== Your goal ==
Below is a listing. Write out exactly its lines between the one holding "569 113 601 0" and the one holding "M796 172 986 223 1020 90 938 68", inclusive.

== Supplied material ==
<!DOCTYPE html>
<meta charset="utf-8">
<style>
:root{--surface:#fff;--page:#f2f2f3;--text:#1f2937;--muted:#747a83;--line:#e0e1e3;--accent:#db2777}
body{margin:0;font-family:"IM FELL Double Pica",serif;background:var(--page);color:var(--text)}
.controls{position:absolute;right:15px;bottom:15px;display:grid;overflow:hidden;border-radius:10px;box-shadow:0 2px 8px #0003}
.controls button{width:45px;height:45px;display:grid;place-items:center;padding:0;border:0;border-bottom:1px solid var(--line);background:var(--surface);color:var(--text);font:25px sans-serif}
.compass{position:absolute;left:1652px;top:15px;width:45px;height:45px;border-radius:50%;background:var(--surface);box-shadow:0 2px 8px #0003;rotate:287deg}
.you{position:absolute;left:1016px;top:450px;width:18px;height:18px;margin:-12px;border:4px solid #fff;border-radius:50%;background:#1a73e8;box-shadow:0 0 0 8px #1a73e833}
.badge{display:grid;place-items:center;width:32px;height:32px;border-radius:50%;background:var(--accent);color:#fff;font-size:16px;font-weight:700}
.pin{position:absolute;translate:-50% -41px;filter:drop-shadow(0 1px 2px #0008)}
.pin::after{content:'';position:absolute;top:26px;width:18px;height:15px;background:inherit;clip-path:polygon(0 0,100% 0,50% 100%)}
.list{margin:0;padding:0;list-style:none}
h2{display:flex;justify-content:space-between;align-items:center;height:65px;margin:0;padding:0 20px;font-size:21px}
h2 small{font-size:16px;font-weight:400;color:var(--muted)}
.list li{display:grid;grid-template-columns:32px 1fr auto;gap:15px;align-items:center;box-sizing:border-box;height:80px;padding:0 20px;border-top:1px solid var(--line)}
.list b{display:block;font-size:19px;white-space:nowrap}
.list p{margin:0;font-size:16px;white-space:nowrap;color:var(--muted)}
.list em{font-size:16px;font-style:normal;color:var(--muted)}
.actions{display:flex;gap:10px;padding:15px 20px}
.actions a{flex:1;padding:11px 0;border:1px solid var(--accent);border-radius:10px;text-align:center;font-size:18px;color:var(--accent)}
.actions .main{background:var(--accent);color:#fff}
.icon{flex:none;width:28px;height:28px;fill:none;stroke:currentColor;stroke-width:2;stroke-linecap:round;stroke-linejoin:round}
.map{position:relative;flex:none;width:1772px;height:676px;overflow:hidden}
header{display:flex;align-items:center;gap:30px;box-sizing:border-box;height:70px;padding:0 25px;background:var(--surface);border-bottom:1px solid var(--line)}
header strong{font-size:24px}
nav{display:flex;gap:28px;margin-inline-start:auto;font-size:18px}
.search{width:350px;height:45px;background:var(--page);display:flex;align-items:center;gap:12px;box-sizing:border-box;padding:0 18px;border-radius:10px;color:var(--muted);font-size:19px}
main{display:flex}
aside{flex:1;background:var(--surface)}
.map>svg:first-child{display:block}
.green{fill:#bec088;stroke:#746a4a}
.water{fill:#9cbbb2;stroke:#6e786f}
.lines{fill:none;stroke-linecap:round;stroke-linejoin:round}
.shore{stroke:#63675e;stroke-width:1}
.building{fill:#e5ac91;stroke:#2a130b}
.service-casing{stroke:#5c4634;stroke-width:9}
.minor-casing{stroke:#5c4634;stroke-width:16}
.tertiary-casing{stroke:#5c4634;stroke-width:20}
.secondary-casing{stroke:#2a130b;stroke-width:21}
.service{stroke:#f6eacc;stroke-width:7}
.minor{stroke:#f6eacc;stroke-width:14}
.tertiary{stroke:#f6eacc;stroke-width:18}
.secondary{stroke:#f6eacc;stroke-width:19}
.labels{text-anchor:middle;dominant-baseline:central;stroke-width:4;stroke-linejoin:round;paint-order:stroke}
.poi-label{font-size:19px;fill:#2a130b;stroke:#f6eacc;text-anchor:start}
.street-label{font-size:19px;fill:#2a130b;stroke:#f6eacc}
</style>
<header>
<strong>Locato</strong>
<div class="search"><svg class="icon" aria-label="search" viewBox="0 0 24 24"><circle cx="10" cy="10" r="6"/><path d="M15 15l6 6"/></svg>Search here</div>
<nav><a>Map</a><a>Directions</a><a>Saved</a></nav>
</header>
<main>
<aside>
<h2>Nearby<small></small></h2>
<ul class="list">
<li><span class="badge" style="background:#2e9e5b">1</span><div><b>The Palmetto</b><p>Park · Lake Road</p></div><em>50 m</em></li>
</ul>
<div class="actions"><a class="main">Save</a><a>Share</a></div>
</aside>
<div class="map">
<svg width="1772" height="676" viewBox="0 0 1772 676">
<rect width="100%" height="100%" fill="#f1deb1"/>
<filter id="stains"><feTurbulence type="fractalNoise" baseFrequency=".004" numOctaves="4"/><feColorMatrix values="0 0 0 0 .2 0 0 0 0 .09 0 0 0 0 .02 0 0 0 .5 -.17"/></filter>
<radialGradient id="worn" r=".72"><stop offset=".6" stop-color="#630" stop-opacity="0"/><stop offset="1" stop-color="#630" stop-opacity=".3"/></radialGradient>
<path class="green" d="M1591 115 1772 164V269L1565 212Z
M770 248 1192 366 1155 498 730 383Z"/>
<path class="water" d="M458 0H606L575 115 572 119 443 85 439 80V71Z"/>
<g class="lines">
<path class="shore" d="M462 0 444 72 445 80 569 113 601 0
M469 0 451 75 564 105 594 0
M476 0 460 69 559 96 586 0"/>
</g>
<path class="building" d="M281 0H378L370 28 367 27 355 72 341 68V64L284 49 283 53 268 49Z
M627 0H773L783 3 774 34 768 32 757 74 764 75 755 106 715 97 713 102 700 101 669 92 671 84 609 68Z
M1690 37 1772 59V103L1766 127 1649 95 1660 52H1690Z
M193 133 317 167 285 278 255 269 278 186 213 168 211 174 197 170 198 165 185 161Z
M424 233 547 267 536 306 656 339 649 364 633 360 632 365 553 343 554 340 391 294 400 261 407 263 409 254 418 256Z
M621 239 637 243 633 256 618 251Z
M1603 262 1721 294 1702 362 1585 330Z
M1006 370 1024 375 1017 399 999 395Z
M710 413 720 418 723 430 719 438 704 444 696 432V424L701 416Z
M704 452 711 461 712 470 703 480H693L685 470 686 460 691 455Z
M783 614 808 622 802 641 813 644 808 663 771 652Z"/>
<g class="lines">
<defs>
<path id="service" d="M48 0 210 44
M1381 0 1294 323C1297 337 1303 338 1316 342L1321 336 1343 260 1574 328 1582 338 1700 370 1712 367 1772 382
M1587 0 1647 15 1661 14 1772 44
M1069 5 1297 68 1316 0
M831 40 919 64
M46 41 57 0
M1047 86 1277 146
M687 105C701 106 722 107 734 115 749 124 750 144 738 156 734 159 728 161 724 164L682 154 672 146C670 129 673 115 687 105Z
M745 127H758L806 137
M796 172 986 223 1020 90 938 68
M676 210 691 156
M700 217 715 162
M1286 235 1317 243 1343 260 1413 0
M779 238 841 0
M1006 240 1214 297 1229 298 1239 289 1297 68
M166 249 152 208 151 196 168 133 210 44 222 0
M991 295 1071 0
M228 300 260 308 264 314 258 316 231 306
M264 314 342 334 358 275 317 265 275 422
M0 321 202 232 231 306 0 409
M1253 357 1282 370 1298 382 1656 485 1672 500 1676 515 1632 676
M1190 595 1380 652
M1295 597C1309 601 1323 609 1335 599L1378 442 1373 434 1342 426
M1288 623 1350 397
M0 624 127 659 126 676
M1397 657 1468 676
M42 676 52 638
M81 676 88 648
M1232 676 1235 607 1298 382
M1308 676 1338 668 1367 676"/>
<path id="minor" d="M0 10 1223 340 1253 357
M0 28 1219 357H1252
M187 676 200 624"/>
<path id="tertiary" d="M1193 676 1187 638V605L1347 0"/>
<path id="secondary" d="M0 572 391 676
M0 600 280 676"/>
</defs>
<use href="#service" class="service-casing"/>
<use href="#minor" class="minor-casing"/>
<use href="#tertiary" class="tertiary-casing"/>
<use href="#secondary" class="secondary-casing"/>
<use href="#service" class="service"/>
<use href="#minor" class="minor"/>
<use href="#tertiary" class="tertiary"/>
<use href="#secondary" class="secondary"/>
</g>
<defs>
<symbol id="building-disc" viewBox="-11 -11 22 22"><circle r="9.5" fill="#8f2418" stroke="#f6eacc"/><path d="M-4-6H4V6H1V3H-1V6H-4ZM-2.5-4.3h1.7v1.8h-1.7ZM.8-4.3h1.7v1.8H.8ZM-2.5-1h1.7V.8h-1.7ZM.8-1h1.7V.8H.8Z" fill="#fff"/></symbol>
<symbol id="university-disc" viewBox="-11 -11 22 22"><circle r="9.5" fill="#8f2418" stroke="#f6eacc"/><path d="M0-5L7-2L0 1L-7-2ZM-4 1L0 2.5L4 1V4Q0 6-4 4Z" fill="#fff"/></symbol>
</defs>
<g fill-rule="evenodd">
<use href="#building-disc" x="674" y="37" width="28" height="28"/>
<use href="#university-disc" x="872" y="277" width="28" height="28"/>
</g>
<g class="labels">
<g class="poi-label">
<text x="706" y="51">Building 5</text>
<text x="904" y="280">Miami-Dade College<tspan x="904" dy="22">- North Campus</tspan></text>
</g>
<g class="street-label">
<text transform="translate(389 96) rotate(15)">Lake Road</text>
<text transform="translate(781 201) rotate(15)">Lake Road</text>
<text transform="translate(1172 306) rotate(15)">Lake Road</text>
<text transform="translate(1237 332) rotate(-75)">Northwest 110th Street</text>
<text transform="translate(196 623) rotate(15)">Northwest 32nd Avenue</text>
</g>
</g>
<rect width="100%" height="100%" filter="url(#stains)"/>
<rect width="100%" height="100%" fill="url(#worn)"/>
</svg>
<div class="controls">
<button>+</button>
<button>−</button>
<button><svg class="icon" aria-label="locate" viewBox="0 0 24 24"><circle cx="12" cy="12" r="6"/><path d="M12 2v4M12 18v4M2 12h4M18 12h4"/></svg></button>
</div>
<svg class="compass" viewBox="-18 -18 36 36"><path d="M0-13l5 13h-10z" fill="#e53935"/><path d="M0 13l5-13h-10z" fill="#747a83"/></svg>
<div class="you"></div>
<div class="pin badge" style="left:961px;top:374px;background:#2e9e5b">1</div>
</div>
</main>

== Exercise answer ==
<path class="shore" d="M462 0 444 72 445 80 569 113 601 0
M469 0 451 75 564 105 594 0
M476 0 460 69 559 96 586 0"/>
</g>
<path class="building" d="M281 0H378L370 28 367 27 355 72 341 68V64L284 49 283 53 268 49Z
M627 0H773L783 3 774 34 768 32 757 74 764 75 755 106 715 97 713 102 700 101 669 92 671 84 609 68Z
M1690 37 1772 59V103L1766 127 1649 95 1660 52H1690Z
M193 133 317 167 285 278 255 269 278 186 213 168 211 174 197 170 198 165 185 161Z
M424 233 547 267 536 306 656 339 649 364 633 360 632 365 553 343 554 340 391 294 400 261 407 263 409 254 418 256Z
M621 239 637 243 633 256 618 251Z
M1603 262 1721 294 1702 362 1585 330Z
M1006 370 1024 375 1017 399 999 395Z
M710 413 720 418 723 430 719 438 704 444 696 432V424L701 416Z
M704 452 711 461 712 470 703 480H693L685 470 686 460 691 455Z
M783 614 808 622 802 641 813 644 808 663 771 652Z"/>
<g class="lines">
<defs>
<path id="service" d="M48 0 210 44
M1381 0 1294 323C1297 337 1303 338 1316 342L1321 336 1343 260 1574 328 1582 338 1700 370 1712 367 1772 382
M1587 0 1647 15 1661 14 1772 44
M1069 5 1297 68 1316 0
M831 40 919 64
M46 41 57 0
M1047 86 1277 146
M687 105C701 106 722 107 734 115 749 124 750 144 738 156 734 159 728 161 724 164L682 154 672 146C670 129 673 115 687 105Z
M745 127H758L806 137
M796 172 986 223 1020 90 938 68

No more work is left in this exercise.